AUTHOR=Zhai Hu , Huang Lei , Gong Yijie , Liu Yingwu , Wang Yu , Liu Bojiang , Li Xiandong , Peng Chunyan , Li Tong 

TITLE=Human Plasma Transcriptome Implicates Dysregulated S100A12 Expression: A Strong, Early-Stage Prognostic Factor in ST-Segment Elevated Myocardial Infarction: Bioinformatics Analysis and Experimental Verification

JOURNAL=Frontiers in Cardiovascular Medicine

VOLUME=Volume 9 - 2022

YEAR=2022

URL=https://www.frontiersin.org/journals/cardiovascular-medicine/articles/10.3389/fcvm.2022.874436

DOI=10.3389/fcvm.2022.874436

ISSN=2297-055X

ABSTRACT=The ability of this approach to identify dysregulated pathways and outcome-related genes following myocardial infarction remains unknown. Two gene expression datasets(GES60993 and GSE61144) were downloaded from GEO Datasets to identify altered plasma transcriptomes in patients with ST-segment elevated myocardial infarction(STEMI) undergoing primary percutaneous coronary intervention.

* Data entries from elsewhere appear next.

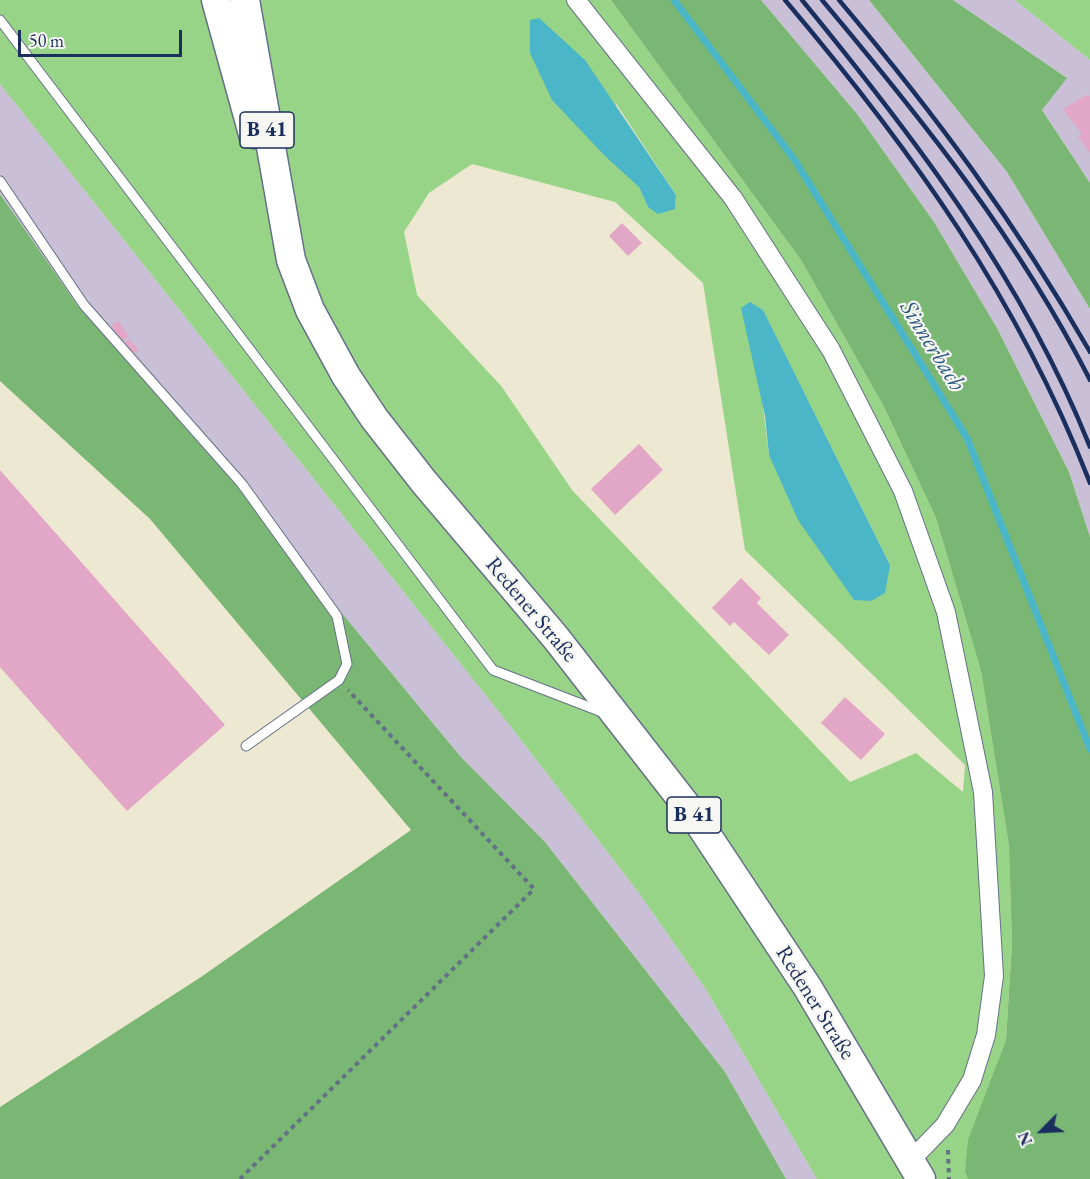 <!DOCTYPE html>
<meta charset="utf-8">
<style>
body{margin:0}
#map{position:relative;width:1090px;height:1179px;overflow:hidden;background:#ede8d1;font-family:"EB Garamond",serif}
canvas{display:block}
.north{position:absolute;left:1012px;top:1101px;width:60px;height:60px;-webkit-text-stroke:4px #f6f6f2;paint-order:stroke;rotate:246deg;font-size:16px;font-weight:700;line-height:24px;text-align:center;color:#1b2f5e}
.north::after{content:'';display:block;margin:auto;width:21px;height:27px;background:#1b2f5e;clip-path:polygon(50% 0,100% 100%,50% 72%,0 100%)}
.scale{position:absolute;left:18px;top:30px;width:164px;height:27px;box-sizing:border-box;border:3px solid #1b2f5e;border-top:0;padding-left:8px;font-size:18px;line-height:21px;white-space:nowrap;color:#1b2f5e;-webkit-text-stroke:4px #f6f6f2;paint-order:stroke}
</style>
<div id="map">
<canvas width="1090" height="1179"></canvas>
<div class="north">N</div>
<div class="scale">50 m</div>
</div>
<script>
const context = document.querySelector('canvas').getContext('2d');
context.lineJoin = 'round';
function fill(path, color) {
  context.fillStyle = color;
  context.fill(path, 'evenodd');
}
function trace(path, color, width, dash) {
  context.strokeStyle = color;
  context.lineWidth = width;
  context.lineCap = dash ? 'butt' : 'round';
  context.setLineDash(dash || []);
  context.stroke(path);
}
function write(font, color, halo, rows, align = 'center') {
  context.font = font + ' "EB Garamond",serif';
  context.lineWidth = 4.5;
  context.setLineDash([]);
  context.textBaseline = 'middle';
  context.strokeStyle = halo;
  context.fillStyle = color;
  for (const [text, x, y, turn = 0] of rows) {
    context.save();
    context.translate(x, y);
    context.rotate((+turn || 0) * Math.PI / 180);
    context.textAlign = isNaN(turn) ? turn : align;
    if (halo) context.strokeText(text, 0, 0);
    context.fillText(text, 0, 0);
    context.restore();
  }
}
const industrial = new Path2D(`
 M761 0H869L1007 172 1090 309V537L1069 472 997 328 934 222 857 114Z
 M953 0H1015L1090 60V183L1042 110 1066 77Z
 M0 84 511 727 639 893 705 988 817 1179H786L725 1072 545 842 460 756 235 484 78 306 0 194Z`);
const green = new Path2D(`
 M0 0H611L801 260 884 407 936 518 981 671 1009 846 1012 943 1006 1040 988 1090 965 1172 968 1179H817L705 988 639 893 511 727 0 84ZM615 102 676 195 675 209 648 207 639 187ZM472 164 615 202 703 283 745 550 965 765 963 792 916 753 850 782 572 490 502 387 417 295 404 232 429 193ZM750 303 763 311 890 565 769 455Z
 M1015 0H1090V60Z`);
const forest = new Path2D(`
 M611 0H761L857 114 934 222 997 328 1069 472 1090 537V1179H968L965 1172 968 1140 1006 1040 1012 943 1009 846 981 671 936 518 884 407 801 260Z
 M869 0H953L1067 78 1042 110 1090 183V309L1007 172Z
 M0 194 78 306 235 484 460 756 545 842 725 1072 786 1179H0V1107L201 977 411 830 150 519 0 381Z`);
const water = new Path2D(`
 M539 18 585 60 676 195 675 209 658 214 648 207 639 187 606 157 552 100 530 53V20Z
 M750 302 763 310 890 565 885 593 871 601 854 600 798 520 769 455 765 416 741 308Z`);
const stream = new Path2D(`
 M674 0 794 159 967 438 1090 749`);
const building = new Path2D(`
 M1086 95 1090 96V153L1078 137 1082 134 1063 109Z
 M622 223 642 243 628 256 609 236Z
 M118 321 129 336 122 341 111 326Z
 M129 339 139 350 134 354 125 343Z
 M639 444 663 470 615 515 591 489Z
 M0 470 225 725 127 811 0 667Z
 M741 578 761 598 757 603 789 635 769 655 734 622 730 626 712 608Z
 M845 697 885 734 861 760 821 723Z`);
const path = new Path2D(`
 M948 1150 949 1179
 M240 1179 534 889 348 690`);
const service = new Path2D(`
 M0 20 493 670 602 712
 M0 181 84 305 242 484 337 616 347 664 339 680 246 746`);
const minor = new Path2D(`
 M576 0 733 198 831 350 903 491 946 612 983 792 994 976 986 1035 972 1080 945 1125 910 1161`);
const primary = new Path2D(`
 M216 0 253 134
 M245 0 291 260 310 310 346 376 374 418 424 482 556 638 693 814 808 988 921 1179`);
const rail = new Path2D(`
 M785 0C912 150 1018 298 1090 483
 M802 0C915 138 1023 279 1090 447
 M822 0C922 119 1019 240 1090 380
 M839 0C935 114 1016 223 1090 352`);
const shields = [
 [267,130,54],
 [694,815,54]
];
const shieldNames = [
 ["B 41",267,130],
 ["B 41",694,815]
];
const streetNames = [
 ["Redener Straße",531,610,50],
 ["Redener Straße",815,1003,58]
];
const waterNames = [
 ["Sinnerbach",932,346,58]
];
fill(industrial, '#c9bfd7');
fill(green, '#98d488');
fill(forest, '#7ab674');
fill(water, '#4bb6c7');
trace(stream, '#4bb6c7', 7);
fill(building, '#e2a7c6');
trace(service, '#647086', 11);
trace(minor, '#647086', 20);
trace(primary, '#647086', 31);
trace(path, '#647086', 4, [4.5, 4.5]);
trace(service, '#fff', 9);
trace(minor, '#fff', 18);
trace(primary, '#fff', 28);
trace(rail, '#1b2f5e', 4.5);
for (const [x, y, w] of shields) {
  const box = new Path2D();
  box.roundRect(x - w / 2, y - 18, w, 36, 4.5);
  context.fillStyle = '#f6f6f2';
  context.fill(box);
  trace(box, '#1b2f5e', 1.5);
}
write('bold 21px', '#1b2f5e', null, shieldNames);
write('22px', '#1b2f5e', '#f6f6f2', streetNames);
write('italic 24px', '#29587e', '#f6f6f2', waterNames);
</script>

GEO2R, GO/KEGG annotations, protein-protein interaction analysis, etc. were adopted to determine functional roles and regulatory networks of differentially expressed genes(DEGs). Dysregulated expressomes were verified at transcriptional and translational levels by analyzing the GSE49925 dataset and our own samples respectively. A total of 91 DEGs were identified in the discovery phase, consisting of 15 downregulated genes and 76 upregulated genes. Two hub modules consisting of 12 hub genes were identified. In the verification phase, six of the 12 hub genes exhibited the same variation patterns at the transcriptional level in GSE49925 dataset. Among them, S100A12 was showed the best discriminative performance for predicting in-hospital mortality and to be the only independent predictor of death during follow-up. Validation of 223 samples from our center showed that S100A12 protein level in plasma was significantly lower among patients who survived to discharge, but it was not an independent predictor of survival to discharge or recurrent major adverse cardiovascular events after discharge. The dysregulated expression of plasma S100A12 at transcriptional level is a robust early prognostic factor in STEMI patients, while the discrimination power of the protein level in plasma needs to be further verified by large-scale, prospective, international multi-center studies.